Thanks for the questions, Robert. So if you recall the last couple of years, going back four or five years ago, we've been focused on You're looking at repositioning our portfolio with lower middle market being the primary focus. So we're very, very pleased to see how the portfolio on the lower middle market side has continued to grow. And we were optimistic about the expectations for Q4 and Q1 as we look at continued new origination or growth activity in the lower middle market. So I would say all things being equal, we would like that lower middle market portion of the portfolio to be as large as possible. and would be happy to see it continue to grow over the next couple of quarters. We're also really focused on growing the private loan portion of our portfolio, and our private credit team has done a great job on that side of the business as well. So when you look at the growth of lower middle market, it's really coming at the expense or the decrease of the middle market portfolio as we continue to focus primarily on lower middle market growth and then secondarily on private loan growth.
Thank you.
Thank you, Robert.
As a reminder, if you'd like to ask a question, please press star 1 on your telephone keypad. A confirmation tone will indicate your line is in the question queue. Our next question is from Kenneth Lee with RBC Capital Markets. Please proceed with your question.
Hi. Thanks for taking my question. Just one on what you talked about in the prepared remarks about reinvesting any future equity realizations rather than paying out a supplemental dividend. I wonder if you could just further elaborate upon that. What kind of potential reinvestment opportunities are you thinking of there?
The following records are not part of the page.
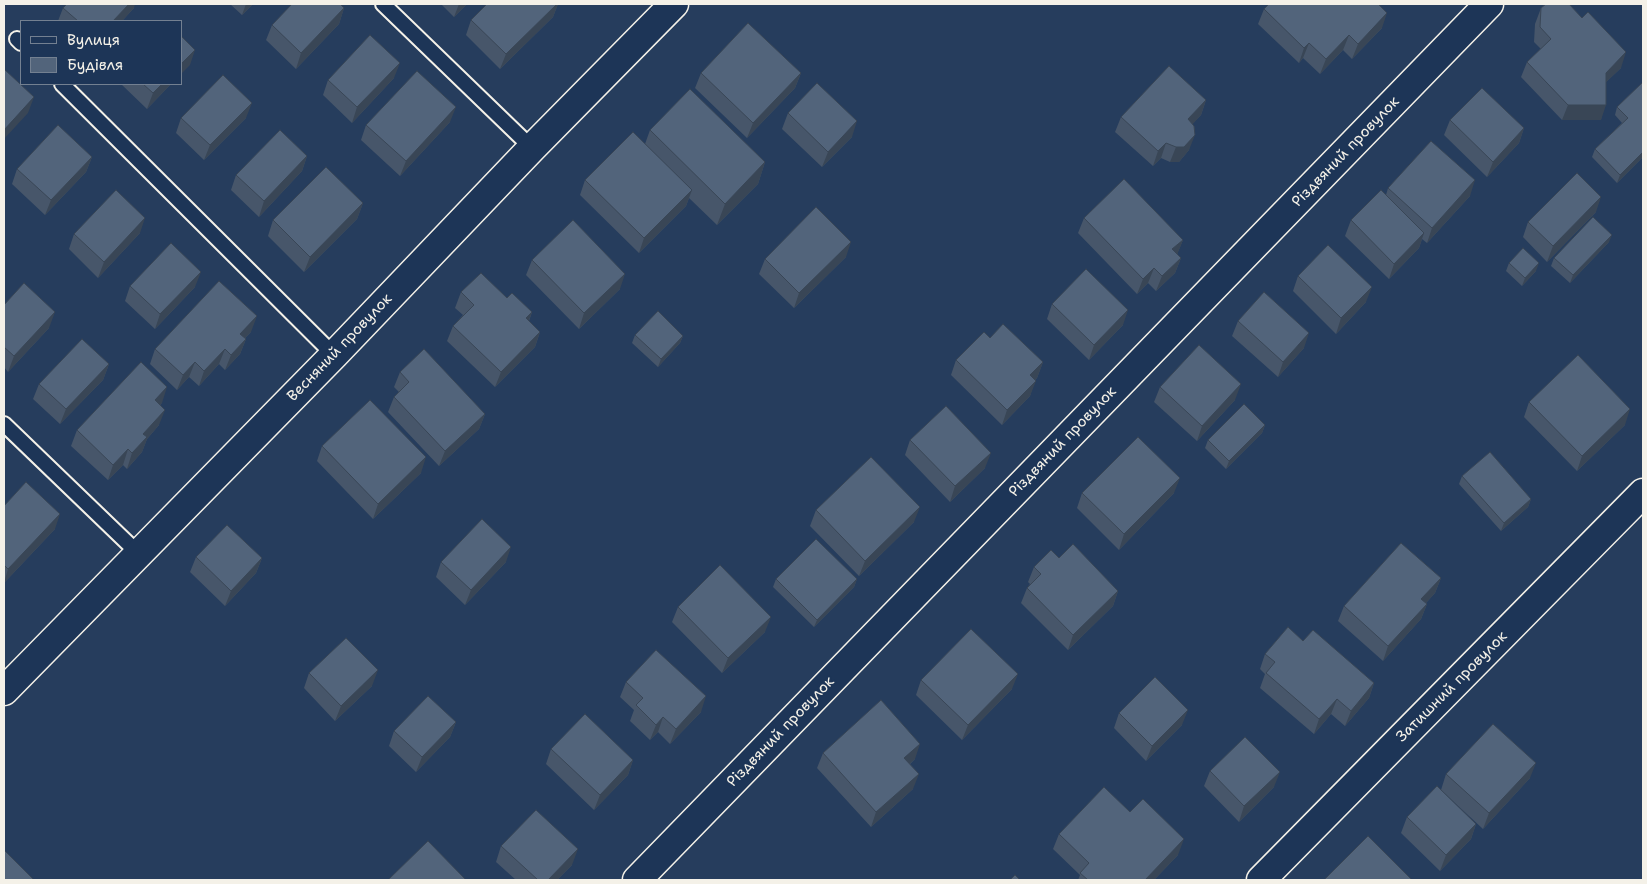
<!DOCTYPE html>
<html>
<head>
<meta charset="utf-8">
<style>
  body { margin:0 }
  #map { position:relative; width:1647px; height:884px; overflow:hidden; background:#263d5d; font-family:"Shantell Sans",sans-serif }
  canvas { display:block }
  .frame { position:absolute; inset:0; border:5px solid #f4f1e8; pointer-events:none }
  .legend { position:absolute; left:20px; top:20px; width:162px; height:65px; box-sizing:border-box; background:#1d3557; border:1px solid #738091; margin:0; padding:6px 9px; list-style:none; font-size:15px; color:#f4f1e8 }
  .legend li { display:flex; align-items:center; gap:10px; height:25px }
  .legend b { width:25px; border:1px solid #738091 }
</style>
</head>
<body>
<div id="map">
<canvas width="1647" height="884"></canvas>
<div class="frame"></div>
<ul class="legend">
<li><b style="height:6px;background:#1d3557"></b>Вулиця</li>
<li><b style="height:14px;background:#52647b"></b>Будівля</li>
</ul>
</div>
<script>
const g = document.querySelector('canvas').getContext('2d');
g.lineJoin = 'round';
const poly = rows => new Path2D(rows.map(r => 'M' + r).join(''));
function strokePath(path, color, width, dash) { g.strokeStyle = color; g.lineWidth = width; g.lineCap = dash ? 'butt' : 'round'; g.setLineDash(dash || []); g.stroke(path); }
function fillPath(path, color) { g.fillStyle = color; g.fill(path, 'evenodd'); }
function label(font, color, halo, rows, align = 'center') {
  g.font = font + ' "Shantell Sans",sans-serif'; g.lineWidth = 4; g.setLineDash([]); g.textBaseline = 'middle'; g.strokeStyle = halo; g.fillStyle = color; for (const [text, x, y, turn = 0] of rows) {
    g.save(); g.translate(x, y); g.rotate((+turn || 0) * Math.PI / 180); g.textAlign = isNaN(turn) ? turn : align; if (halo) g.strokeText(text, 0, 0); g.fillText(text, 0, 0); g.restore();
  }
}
const lane = poly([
  [383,4,532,148],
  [17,39,21,43],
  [62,84,334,355],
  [4,424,139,554]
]);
const street = poly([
  [4,691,334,355,532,148,674,4],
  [637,880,1489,4],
  [1261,880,1643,493]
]);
strokePath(lane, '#f4f1e8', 18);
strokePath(street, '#f4f1e8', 31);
strokePath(lane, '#1d3557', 14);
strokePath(street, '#1d3557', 28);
fillPath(poly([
  [230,4,253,4,242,15],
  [441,4,467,4,454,17],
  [487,4,558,4,553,17,500,69,466,35,471,20],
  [63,8,134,8,122,21,58,21],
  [344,8,339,24,296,69,266,40,272,25],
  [1541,8,1621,68,1606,82,1601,120,1562,120,1521,77,1527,62,1541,49,1534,42,1535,24],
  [1264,9,1382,28,1352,59,1343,50,1320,74,1303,58,1299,63,1258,24],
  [701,73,801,73,795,88,747,138,695,88],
  [394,78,352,123,323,95,328,80],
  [1643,82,1643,157,1617,183,1592,157,1595,149,1622,123,1615,115,1617,107],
  [121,84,171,84,147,109],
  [1206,100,1201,115,1192,124,1189,150,1179,162,1170,162,1161,158,1153,166,1115,132,1121,117],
  [788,113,852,137,822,167,782,129],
  [181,118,246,118,204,160,176,133],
  [1450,120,1524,128,1519,143,1487,177,1444,135],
  [450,122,400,176,361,140,366,125],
  [650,130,765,162,758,184,717,225,689,198,686,206,639,253,580,195,585,180,645,144],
  [307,156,302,171,259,217,231,190,236,175],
  [92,157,86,172,45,215,12,184,17,169],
  [1388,188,1470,196,1427,243,1422,239,1419,248,1389,279,1345,236,1351,220,1386,195],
  [363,203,357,219,304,272,268,236,273,220],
  [1596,212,1547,262,1523,237,1528,222],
  [1084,218,1183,240,1177,254,1181,258,1175,273,1156,291,1148,283,1137,294,1078,233],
  [140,233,98,278,69,249,74,234],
  [1609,242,1570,283,1551,266,1554,258],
  [846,257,794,308,759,274,765,259],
  [532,260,620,289,579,329,526,275],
  [1509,263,1536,271,1522,286,1506,271],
  [1298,276,1366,302,1336,334,1293,291],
  [130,286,195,287,155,329,125,301],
  [461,292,507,298,532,312,529,321,540,332,535,347,495,387,447,341,453,326,463,315,455,308],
  [1052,304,1123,325,1089,360,1047,319],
  [4,305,49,328,8,372,4,367],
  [1238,321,1304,348,1278,377,1232,336],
  [251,332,245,338,246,339,240,354,225,370,219,364,199,386,189,377,177,390,150,364,155,349],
  [635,335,683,336,680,343,658,367,632,343],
  [990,338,1043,362,1037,378,1035,380,1030,396,1002,425,951,375,956,360],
  [109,364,103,380,60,424,33,399,39,384],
  [400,372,485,414,479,429,439,466,388,412,394,397,399,392,394,387],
  [1160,387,1235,400,1197,441,1154,402],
  [1529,402,1625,425,1577,471,1524,417],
  [162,403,160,405,159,425,147,439,142,452,127,469,123,465,108,480,71,446,77,430],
  [1265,425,1262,433,1226,469,1205,448,1208,440],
  [910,440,985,468,950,502,905,455],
  [322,446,421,473,373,519,317,461],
  [1462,476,1531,499,1528,507,1501,531,1459,484],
  [1082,493,1174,493,1119,550,1077,508],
  [4,506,55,529,4,583],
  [816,510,914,522,859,576,810,526],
  [196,557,262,558,256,573,225,606,190,572],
  [441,562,506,562,465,605,436,577],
  [1034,567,1118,591,1113,606,1068,650,1021,603,1027,588,1030,584,1028,582],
  [1441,578,1435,593,1426,603,1427,604,1421,619,1383,661,1338,621,1344,606],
  [776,579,857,579,854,587,814,627,773,587],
  [678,607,765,632,722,673,672,622],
  [1303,641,1374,683,1369,698,1345,726,1331,714,1314,734,1260,688,1265,674,1260,669,1265,654],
  [309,673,372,686,335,721,304,688],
  [921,680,1012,689,962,740,916,695],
  [626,682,701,712,670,744,658,732,650,740,630,721,634,710,620,697],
  [1119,713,1182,725,1146,761,1114,728],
  [456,722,450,737,416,772,389,746,394,731],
  [551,749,633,760,628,775,594,810,546,764],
  [823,753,915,759,910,764,913,789,871,827,817,768],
  [1210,771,1274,787,1239,822,1204,786],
  [1446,774,1530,778,1483,829,1441,790,1476,824,1471,839,1440,871,1401,833,1407,817,1441,790],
  [1130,812,1178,855,1154,880,1078,880,1080,875,1053,849,1059,834],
  [501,846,572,865,557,880,516,880,496,862]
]), '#47566a');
fillPath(poly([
  [129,4,135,4,134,8,122,21,113,21],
  [246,4,253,4,242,15],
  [459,4,467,4,454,17],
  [557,4,558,4,553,17,500,69,506,54],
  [344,8,339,24,296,69,301,53],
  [1387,13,1382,28,1352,59,1358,44],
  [1349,35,1343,50,1320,74,1326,59],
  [1309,43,1303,58,1299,63,1304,48],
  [195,50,190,65,181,74,181,64],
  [1626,52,1621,68,1600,88,1606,73],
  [400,63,394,78,352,123,357,107],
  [801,73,795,88,747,138,753,123],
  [162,84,171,84,147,109,153,93],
  [34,97,28,113,4,139,4,130],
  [1206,100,1201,115,1183,135,1188,119],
  [252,103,246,118,204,160,210,145],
  [1568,105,1606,105,1601,120,1562,120],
  [456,107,450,122,400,176,406,161],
  [857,121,852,137,822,167,828,152],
  [1524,128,1519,143,1487,177,1493,162],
  [1195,135,1189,150,1179,162,1170,162,1176,147],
  [1166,143,1161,158,1153,166,1158,151],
  [1643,152,1643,157,1617,183,1620,175],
  [307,156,302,171,259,217,264,201],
  [92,157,86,172,45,215,51,200],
  [765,162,758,184,717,225,725,204],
  [1475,180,1470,196,1427,243,1432,228],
  [692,190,686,206,639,253,644,238],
  [1601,197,1596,212,1547,262,1553,246],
  [363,203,357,219,304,272,310,257],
  [145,218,140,233,98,278,104,262],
  [1424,233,1419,248,1389,279,1394,264],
  [1612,235,1609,242,1570,283,1573,275],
  [1183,240,1177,255,1172,249],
  [851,242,846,257,794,308,799,293],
  [1181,258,1175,273,1156,291,1162,276],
  [1539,263,1536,271,1522,286,1525,278],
  [1154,268,1148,283,1137,294,1143,279],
  [201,272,195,287,155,329,160,314],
  [625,274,620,289,579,329,584,313],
  [1372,287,1366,302,1336,334,1341,318],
  [1128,310,1123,325,1089,360,1094,345],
  [55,312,49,328,8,372,14,356],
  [532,312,526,328,526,318],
  [257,316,251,332,234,349,240,334],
  [540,332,535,347,495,387,501,372],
  [1309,333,1304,348,1278,377,1283,362],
  [683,336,680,343,658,367,661,359],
  [246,339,240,354,225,370,231,355],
  [225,349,219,364,199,386,204,371],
  [195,362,189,377,177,390,183,375],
  [1043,362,1037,378,1025,390,1030,375],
  [109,364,103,380,60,424,66,409],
  [1036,381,1030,396,1002,425,1007,410],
  [1241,384,1235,400,1197,441,1202,426],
  [167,387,162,403,149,416,155,400],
  [1630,409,1625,425,1577,471,1582,456],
  [165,410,159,425,147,439,142,452,127,469,132,453,143,434],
  [485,414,479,429,439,466,445,451],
  [1265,425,1262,433,1226,469,1229,461],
  [128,449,123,465,108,480,113,465],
  [991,453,985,468,950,502,955,486],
  [426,457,421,473,373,519,378,504],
  [1180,478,1174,493,1119,550,1124,534],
  [1531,499,1528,507,1501,531,1504,523],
  [920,507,914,522,859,576,865,561],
  [60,514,55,529,4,583,8,569],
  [511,547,506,562,465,605,471,590],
  [262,558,256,573,225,606,231,591],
  [1441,578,1435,593,1416,614,1421,599],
  [857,579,854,587,814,627,817,620],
  [1118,591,1113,606,1068,650,1073,635],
  [1427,604,1421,619,1383,661,1388,646],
  [771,617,765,632,722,673,728,658],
  [378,670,372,686,335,721,341,706],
  [1018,674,1012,689,962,740,968,725],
  [1374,683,1369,698,1345,726,1351,711],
  [706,696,701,712,670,744,676,729],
  [1337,699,1331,714,1314,734,1319,719],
  [1188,710,1182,725,1146,761,1152,746],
  [663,717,658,732,650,740,656,725],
  [456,722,450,737,416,772,422,757],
  [920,744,915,759,899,773,904,758],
  [633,760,628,775,594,810,600,795],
  [1536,763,1530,778,1483,829,1489,813],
  [1280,772,1274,787,1239,822,1244,806],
  [919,774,913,789,871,827,876,812],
  [1476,824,1471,839,1440,871,1446,855],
  [1184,839,1178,855,1154,880,1145,880],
  [578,849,572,865,557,880,548,880]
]), '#394656');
const building = poly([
  [67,4,129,4,113,21,78,21,63,8,67,4],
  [292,4,340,4,344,8,301,53,272,25,292,4],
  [487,4,557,4,506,54,471,20,487,4],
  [1269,4,1378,4,1387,13,1358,44,1349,35,1326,59,1309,43,1304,48,1264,9,1269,4],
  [1546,4,1569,4,1582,18,1588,12,1626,52,1606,73,1606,105,1568,105,1527,62,1551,39,1540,27,1541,8,1546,4],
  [748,23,801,73,753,123,701,73,748,23],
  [370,35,400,63,357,107,328,80,370,35],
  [181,36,195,50,181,64,181,36],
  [1169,66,1206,100,1188,119,1194,126,1195,135,1184,147,1176,147,1166,143,1158,151,1121,117,1169,66],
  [4,69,34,97,4,130,4,69],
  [417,71,456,107,406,161,366,125,417,71],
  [223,75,252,103,210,145,181,118,223,75],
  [1643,82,1643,152,1620,175,1595,149,1628,118,1617,107,1643,82],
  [817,83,857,121,828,152,788,113,817,83],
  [143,84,162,84,153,93,143,84],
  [1482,88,1524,128,1493,162,1450,120,1482,88],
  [690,89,765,162,725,204,650,130,690,89],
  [58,125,92,157,51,200,17,169,58,125],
  [280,130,307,156,264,201,236,175,280,130],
  [633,132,692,190,644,238,585,180,633,132],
  [1431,141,1475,180,1432,228,1388,188,1431,141],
  [326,167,363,203,310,257,273,220,326,167],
  [1577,173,1601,197,1553,246,1528,222,1577,173],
  [1124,179,1183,240,1172,249,1181,258,1162,276,1154,268,1143,279,1084,218,1124,179],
  [116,190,145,218,104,262,74,234,116,190],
  [1381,190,1424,233,1394,264,1351,220,1381,190],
  [816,207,851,242,799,293,765,259,816,207],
  [1593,217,1612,235,1573,275,1554,258,1593,217],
  [573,220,625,274,584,313,532,260,573,220],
  [171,243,201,272,160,314,130,286,171,243],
  [1328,245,1372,287,1341,318,1298,276,1328,245],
  [1523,248,1539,263,1525,278,1509,263,1523,248],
  [1086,269,1128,310,1094,345,1052,304,1086,269],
  [481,273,507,298,512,293,532,312,526,318,540,332,501,372,453,326,474,305,461,292,481,273],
  [219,281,257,316,240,334,246,339,231,355,225,349,204,371,195,362,183,375,155,349,219,281],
  [24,283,55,312,14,356,4,347,4,305,24,283],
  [1264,292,1309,333,1283,362,1238,321,1264,292],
  [658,311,683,336,661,359,635,335,658,311],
  [1003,324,1043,362,1030,375,1036,381,1007,410,956,360,984,332,990,338,1003,324],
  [82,339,109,364,66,409,39,384,82,339],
  [1199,345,1241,384,1202,426,1160,387,1199,345],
  [424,349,485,414,445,451,394,397,409,382,400,372,424,349],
  [1578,355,1630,409,1582,456,1529,402,1578,355],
  [141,362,167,387,155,400,165,410,143,434,147,437,132,453,128,449,113,465,77,430,141,362],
  [370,400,426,457,378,504,322,446,370,400],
  [1244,404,1265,425,1229,461,1208,440,1244,404],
  [946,406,991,453,955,486,910,440,946,406],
  [1138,437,1180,478,1124,534,1082,493,1138,437],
  [1490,452,1531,499,1504,523,1462,476,1490,452],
  [871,457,920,507,865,561,816,510,871,457],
  [26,482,60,514,8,569,4,565,4,506,26,482],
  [482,519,511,547,471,590,441,562,482,519],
  [227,525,262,558,231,591,196,557,227,525],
  [816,539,857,579,817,620,776,579,816,539],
  [1401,543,1441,578,1421,599,1427,604,1388,646,1344,606,1401,543],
  [1073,544,1118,591,1073,635,1027,588,1041,574,1034,567,1051,550,1059,558,1073,544],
  [720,565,771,617,728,658,678,607,720,565],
  [1288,627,1303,641,1313,630,1374,683,1351,711,1337,699,1319,719,1266,673,1275,662,1265,654,1288,627],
  [971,629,1018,674,968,725,921,680,971,629],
  [346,638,378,670,341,706,309,673,346,638],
  [656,650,706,696,676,729,663,717,656,725,636,705,643,698,626,682,656,650],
  [1155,677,1188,710,1152,746,1119,713,1155,677],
  [428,696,456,722,422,757,394,731,428,696],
  [881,700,920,744,904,758,919,774,876,812,823,753,881,700],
  [585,714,633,760,600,795,551,749,585,714],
  [1493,724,1536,763,1489,813,1446,774,1493,724],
  [1245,737,1280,772,1244,806,1210,771,1245,737],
  [1437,786,1476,824,1446,855,1407,817,1437,786],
  [1104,787,1130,812,1143,799,1184,839,1145,880,1088,880,1080,873,1089,863,1059,834,1104,787],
  [536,810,578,849,548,880,538,880,501,846,536,810],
  [1368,836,1412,880,1324,880,1368,836],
  [428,841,466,880,388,880,428,841],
  [4,850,34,880,4,880,4,850],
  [1015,875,1020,880,1010,880,1015,875]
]);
fillPath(building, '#52647b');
strokePath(building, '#394656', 1);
label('15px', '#f4f1e8', '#1d3557', [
  ["Різдвяний провулок",1346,152,-46],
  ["Весняний провулок",340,348,-46],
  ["Різдвяний провулок",1063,442,-46],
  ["Затишний провулок",1452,687,-45],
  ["Різдвяний провулок",781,732,-46]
]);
</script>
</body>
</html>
Thanks. Thanks, Kenneth. What I would say on that point is to the extent we have significant excess DNII above the monthly dividend, like we did here most recently, that would really be the source of our potential for opportunities on the supplemental income or supplemental dividend side going forward. If you recall, a number of years ago, prior to the COVID-19 pandemic, we had made the decision strategically to move away from our supplemental dividends and move more to focusing on increasing the monthly and to the extent we had significant realized gains, to the extent we can given our tax structures. retaining those gains for future growth of the portfolio. So there's not a reinvestment opportunity that we're focused on that's different than our main strategies. But as we have those realized gains and we can retain that capital, the expectation would be to redeploy it into the lower middle market and private loan strategies that we have as our primary investment strategies.
Gotcha, gotcha. And one follow-up, if I may, in terms of the dividend income from the portfolio, is there still a potential benefit from any kind of catch-up dividends from the portfolio companies in the current quarter? Thanks.
Yeah, Ken, I think it's hard to really tie down the source or the driver of dividend income in every business, but I would say in general, I would say most of the dividend income today is more the benefit of increased operations or increased profits that they're generating as opposed to being kind of an overhang or kind of carry forward from their conservatism back in the COVID time periods.
Gotcha. Very helpful. Thanks again. Thank you.
This now concludes our question and answer session. I would like to turn the floor back over to management for closing comments.
Thank you again to everyone for joining us this morning, and we'll look forward to talking to you again in late February when we report our year-end results for the year. Thank you.
Ladies and gentlemen, thank you for participation. This does conclude today's teleconference. You may disconnect your lines and have a wonderful day.